- Activity: Whenever a line in the records below contains "strokeStyle", pick it out.

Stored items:
******************************

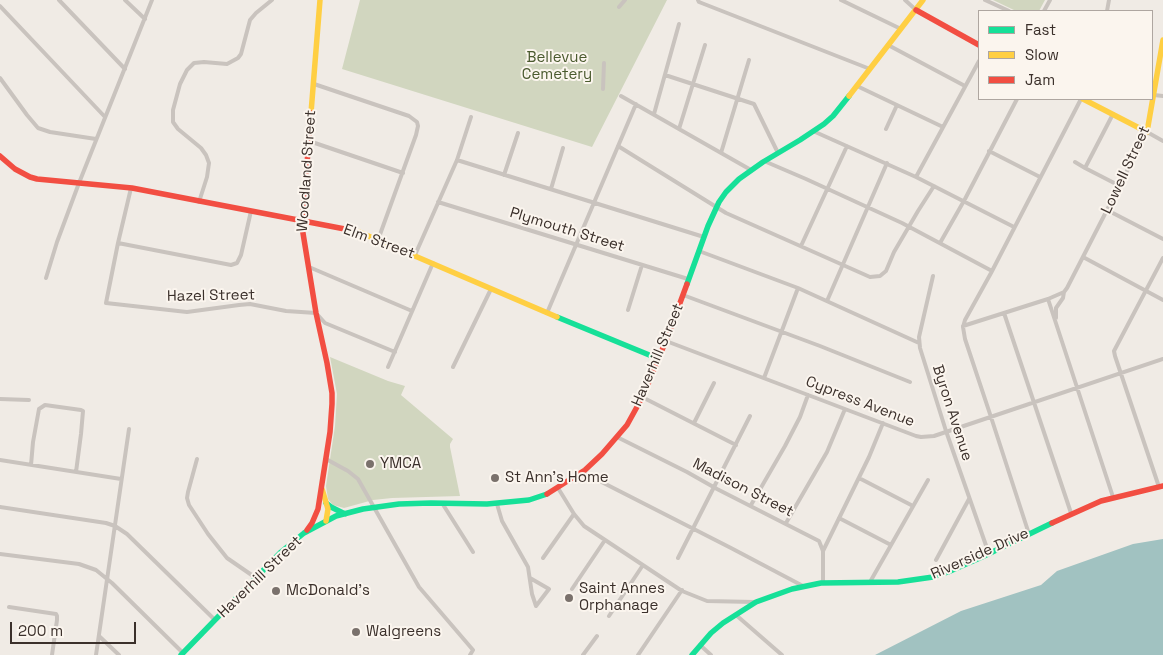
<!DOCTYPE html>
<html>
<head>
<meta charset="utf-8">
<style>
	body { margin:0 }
	#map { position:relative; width:1163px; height:655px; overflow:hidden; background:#f0ebe5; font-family:"Space Grotesk",sans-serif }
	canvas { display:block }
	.legend { position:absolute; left:978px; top:10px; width:175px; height:90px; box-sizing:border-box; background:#fbf5ee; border:1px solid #aea6a0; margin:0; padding:6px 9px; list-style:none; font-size:15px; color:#3b302b }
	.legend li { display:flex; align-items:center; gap:10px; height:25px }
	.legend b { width:25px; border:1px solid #aea6a0 }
	.scale { position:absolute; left:10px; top:622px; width:126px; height:22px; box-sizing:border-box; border:2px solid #3b302b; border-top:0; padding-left:6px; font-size:15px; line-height:18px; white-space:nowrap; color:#3b302b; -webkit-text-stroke:4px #fbf5ee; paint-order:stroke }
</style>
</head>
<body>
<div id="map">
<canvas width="1163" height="655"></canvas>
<ul class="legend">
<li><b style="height:6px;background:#16e098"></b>Fast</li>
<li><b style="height:6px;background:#ffcf43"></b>Slow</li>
<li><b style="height:6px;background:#f24e42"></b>Jam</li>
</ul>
<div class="scale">200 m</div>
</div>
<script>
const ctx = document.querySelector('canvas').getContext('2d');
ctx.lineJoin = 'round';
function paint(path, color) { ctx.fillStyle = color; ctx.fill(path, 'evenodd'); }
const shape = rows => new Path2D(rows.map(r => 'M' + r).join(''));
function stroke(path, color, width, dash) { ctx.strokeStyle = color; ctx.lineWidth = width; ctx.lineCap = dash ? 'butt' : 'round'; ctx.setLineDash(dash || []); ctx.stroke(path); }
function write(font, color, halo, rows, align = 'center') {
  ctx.font = font + ' "Space Grotesk",sans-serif'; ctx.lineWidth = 4; ctx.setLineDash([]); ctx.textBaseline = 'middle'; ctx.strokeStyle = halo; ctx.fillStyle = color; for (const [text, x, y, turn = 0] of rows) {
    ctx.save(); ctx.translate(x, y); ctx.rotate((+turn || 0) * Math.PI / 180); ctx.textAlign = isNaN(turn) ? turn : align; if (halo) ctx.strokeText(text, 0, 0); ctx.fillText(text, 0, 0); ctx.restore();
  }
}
const green = shape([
	[360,0,667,0,592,147,342,69],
	[993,0,1045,0,1039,11,1016,11],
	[330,357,388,381,405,386,401,395,453,439,450,444,450,447,460,496,392,498,373,500,344,508,333,505,328,499,326,486,335,426,337,394]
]);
const water = shape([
	[1163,539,1163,655,875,655,961,611,1041,585,1057,571,1133,544]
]);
const street = shape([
	[59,0,125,69],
	[125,0,145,19],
	[698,0,699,2,870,69],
	[841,0,901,29],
	[905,0,916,10],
	[985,0,1009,11],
	[0,6,105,117],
	[619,7,625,0],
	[1044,11,1050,0],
	[1107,11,1109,0],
	[888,45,965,86],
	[665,75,754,104,778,153],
	[0,78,27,115,38,128,50,132,96,139],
	[314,84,409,116,417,122,418,126,416,135,378,240],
	[857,86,943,127],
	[603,89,604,63],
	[1154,95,1163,96],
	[621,96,751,170],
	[654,114,679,24],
	[1113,114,1085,168,1120,186],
	[679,129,705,45],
	[886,129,897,105],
	[813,131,916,177,1014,227],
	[309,141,403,173],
	[618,146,726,213,870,277,880,276,886,271,894,252,918,211,934,186],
	[989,151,1040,177],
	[721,153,749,60],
	[457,160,704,237],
	[764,161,806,179,902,223,992,271],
	[1075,162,1085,168],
	[504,175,518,133],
	[916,177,979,61],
	[131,188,118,243,106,303,187,312,239,305,250,304,286,311,316,313,325,323,395,352],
	[551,189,563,148],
	[199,202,207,177,209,163,206,155,201,148,178,129,173,122,173,110,180,84,187,70,194,63,204,62,227,64,238,58,241,54,250,20,256,13,272,0],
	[438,202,688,279],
	[1107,210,1163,239],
	[118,243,231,265,237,263,241,255,251,211],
	[940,243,965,199,1017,99],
	[801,246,847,146],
	[699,251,798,288,919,343],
	[415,255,457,160,471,117],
	[1083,257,1163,300],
	[309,267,412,311],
	[933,276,919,337,920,348,946,431,989,554],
	[46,278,57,242,79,183,152,0],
	[683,295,820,346,910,382],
	[827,301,887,163],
	[628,310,642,265],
	[547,313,636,104],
	[1004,313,1071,513],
	[1056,318,1056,308,1063,298,1064,292],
	[963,326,1048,299],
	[666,341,916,436,921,437,934,436,1163,359],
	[388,367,433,263],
	[453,367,491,289],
	[764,378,798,288],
	[642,397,736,445],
	[0,399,29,400],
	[694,423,714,383],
	[617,437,687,472,717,489,819,541,823,551,823,582],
	[197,459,188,492,187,498,189,505,208,534,227,558,256,578],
	[326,459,348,471,358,479,419,587,473,650,470,655],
	[0,460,121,479],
	[31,465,33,442,39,409,45,405,81,410,83,411,81,434,76,472],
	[582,472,731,548,803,586],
	[859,478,913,506],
	[1159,487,1115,356,1114,351,1163,258],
	[558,488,574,514,584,526,682,591,707,601,754,602],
	[1113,497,1048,299,1064,292,1067,288,1147,132,1163,141],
	[442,503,473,552],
	[497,504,502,521,528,567,532,594,536,606,549,589,530,578],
	[751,505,785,446,800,417,808,395],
	[0,507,106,523,115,526,127,534,215,620],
	[839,518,891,545],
	[786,523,827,452,845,409],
	[1029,534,990,414,965,339,963,327,965,320,991,273,1081,99],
	[823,551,869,457,883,423],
	[0,554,79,564,96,570,112,583,183,653],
	[543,558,574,514],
	[678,558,750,416],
	[936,560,969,499],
	[870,582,928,480],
	[572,589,605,540],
	[9,607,56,614,57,616,57,620,52,655],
	[736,615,782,655],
	[609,616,643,565],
	[99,636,119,655],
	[700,645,711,655],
	[96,655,129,429],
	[583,655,597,636],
	[638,655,682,590]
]);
const fast = shape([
	[687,284,708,226,719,202,726,192,739,179,763,162,800,140,824,124,833,116,849,96],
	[557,317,659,359],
	[326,503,331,507,345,514],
	[181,655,281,552,304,533,336,516,363,509,399,504,431,503,487,504,529,500,547,494],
	[692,655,711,633,723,623,756,602,792,589,821,583,898,582,933,577,948,572,982,557,1052,523]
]);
const slow = shape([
	[849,96,923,0],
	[1083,99,1147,132,1163,40],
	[311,113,320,0],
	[350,230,359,232,557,317],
	[322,489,328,509,326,521]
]);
const jam = shape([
	[916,10,979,45],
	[0,156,15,169,30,177,37,179,132,188,350,230],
	[547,494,585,470,602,454,627,425,643,396,667,338,687,284],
	[1052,523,1101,501,1163,486],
	[307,530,312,523,318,509,330,432,332,404,332,393,327,363,316,313,302,227,311,113]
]);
const markers = [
	[370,464,5,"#7a716c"],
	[495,478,5,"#7a716c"],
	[276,591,5,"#7a716c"],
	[569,598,5,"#7a716c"],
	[356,632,5,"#7a716c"]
];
const parkNames = [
	["Bellevue",557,58],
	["Cemetery",557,75]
];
const streetNames = [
	["Lowell Street",1126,170,-65],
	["Woodland Street",307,171,-86],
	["Plymouth Street",567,230,17],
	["Elm Street",379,242,20],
	["Hazel Street",211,296,-1],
	["Haverhill Street",658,355,-67],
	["Cypress Avenue",860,402,21],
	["Byron Avenue",952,413,72],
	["Madison Street",743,488,27],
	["Riverside Drive",980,554,-24],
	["Haverhill Street",260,577,-44]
];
const poiNames = [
	["YMCA",380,464],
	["St Ann's Home",505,478],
	["Saint Annes",579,589],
	["Orphanage",579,606],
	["McDonald's",286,591],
	["Walgreens",366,632]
];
paint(green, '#d1d6bf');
paint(water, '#a1c2c1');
stroke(street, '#c9c3be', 4);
stroke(fast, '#16e098', 5.5);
stroke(slow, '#ffcf43', 5.5);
stroke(jam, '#f24e42', 5.5);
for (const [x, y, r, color] of markers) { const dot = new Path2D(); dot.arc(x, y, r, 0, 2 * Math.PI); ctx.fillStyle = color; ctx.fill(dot); stroke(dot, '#fbf5ee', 2); }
write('15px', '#4a5a2e', '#fbf5ee', parkNames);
write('15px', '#3b302b', '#fbf5ee', streetNames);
write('15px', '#3b302b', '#fbf5ee', poiNames, 'left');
</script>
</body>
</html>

******************************

- Reply to the exercise:
function stroke(path, color, width, dash) { ctx.strokeStyle = color; ctx.lineWidth = width; ctx.lineCap = dash ? 'butt' : 'round'; ctx.setLineDash(dash || []); ctx.stroke(path); }
  ctx.font = font + ' "Space Grotesk",sans-serif'; ctx.lineWidth = 4; ctx.setLineDash([]); ctx.textBaseline = 'middle'; ctx.strokeStyle = halo; ctx.fillStyle = color; for (const [text, x, y, turn = 0] of rows) {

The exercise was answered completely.